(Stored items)
■ ■ ■ ■ ■ ■ ■

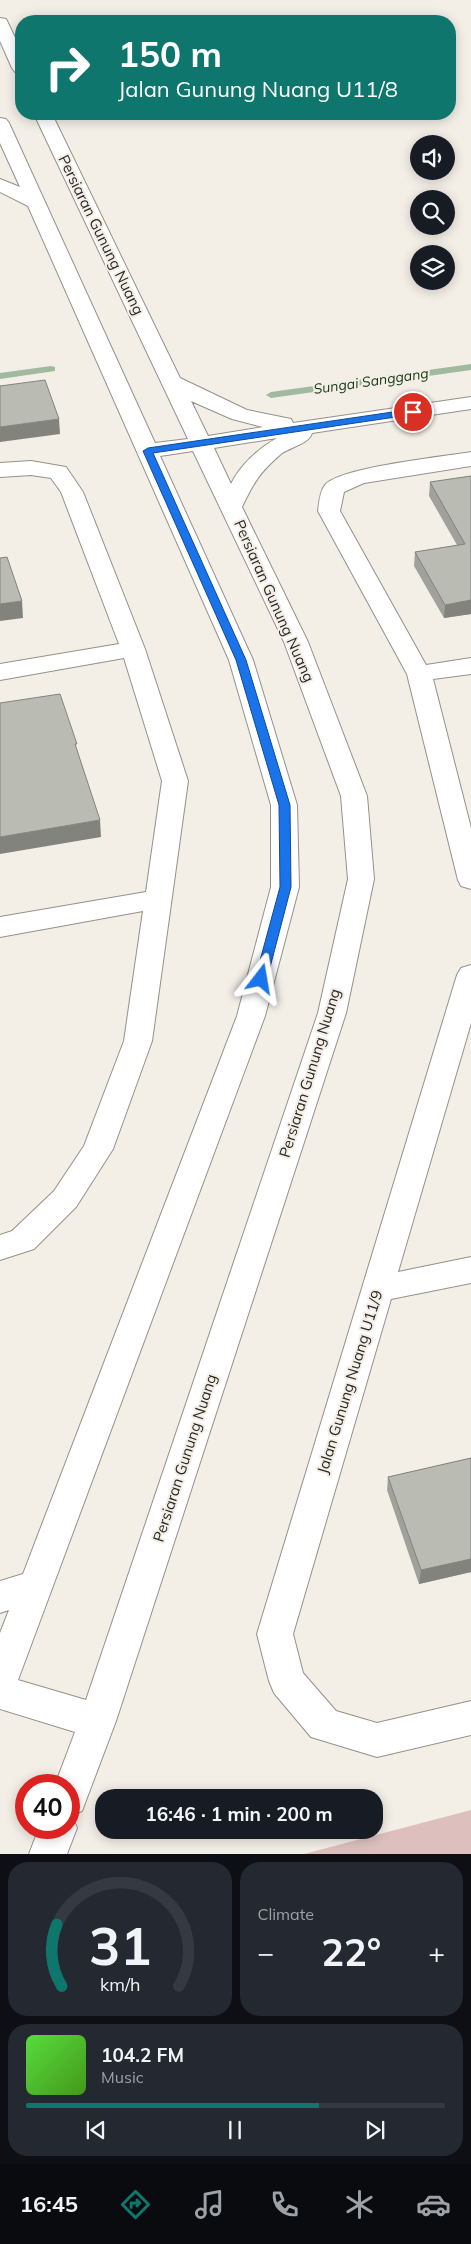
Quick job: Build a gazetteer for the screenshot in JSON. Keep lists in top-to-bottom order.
{
  "streets": {
    "street": ["Persiaran Gunung Nuang", "Jalan Gunung Nuang U11/9"]
  },
  "water": ["Sungai Sanggang"],
  "page": {
    "turn": ["150 m", "Jalan Gunung Nuang U11/8"],
    "limit": "40",
    "trip": "16:46 · 1 min · 200 m",
    "tile": "Climate",
    "heat": ["−", "22°", "+"],
    "song": ["104.2 FM", "Music"],
    "tabs": "16:45",
    "gauge": ["31", "km/h"]
  }
}
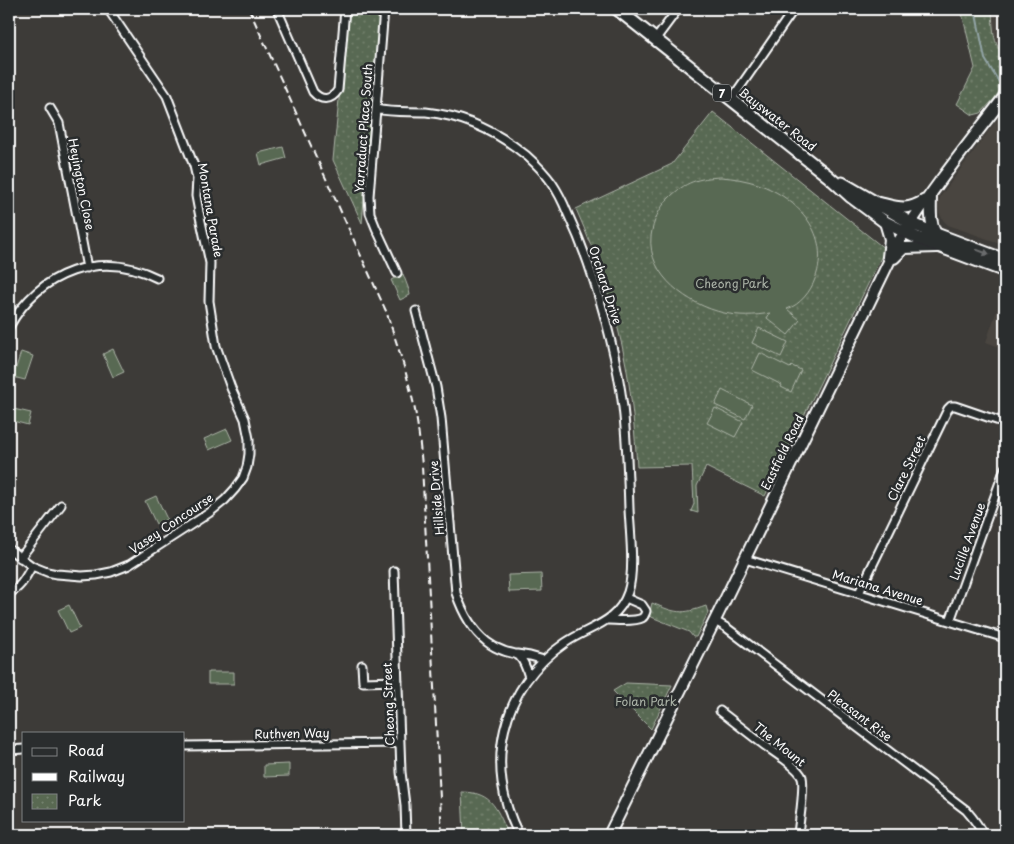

■ ■ ■ ■ ■ ■ ■

→ What is needed
Copy each record exactly. Leave any images out of the copy.

→ Output
Quick job: Build a gazetteer for the screenshot in JSON. Keep lists in top-to-bottom order.
{
  "streets": {
    "street": ["Persiaran Gunung Nuang", "Jalan Gunung Nuang U11/9"]
  },
  "water": ["Sungai Sanggang"],
  "page": {
    "turn": ["150 m", "Jalan Gunung Nuang U11/8"],
    "limit": "40",
    "trip": "16:46 · 1 min · 200 m",
    "tile": "Climate",
    "heat": ["−", "22°", "+"],
    "song": ["104.2 FM", "Music"],
    "tabs": "16:45",
    "gauge": ["31", "km/h"]
  }
}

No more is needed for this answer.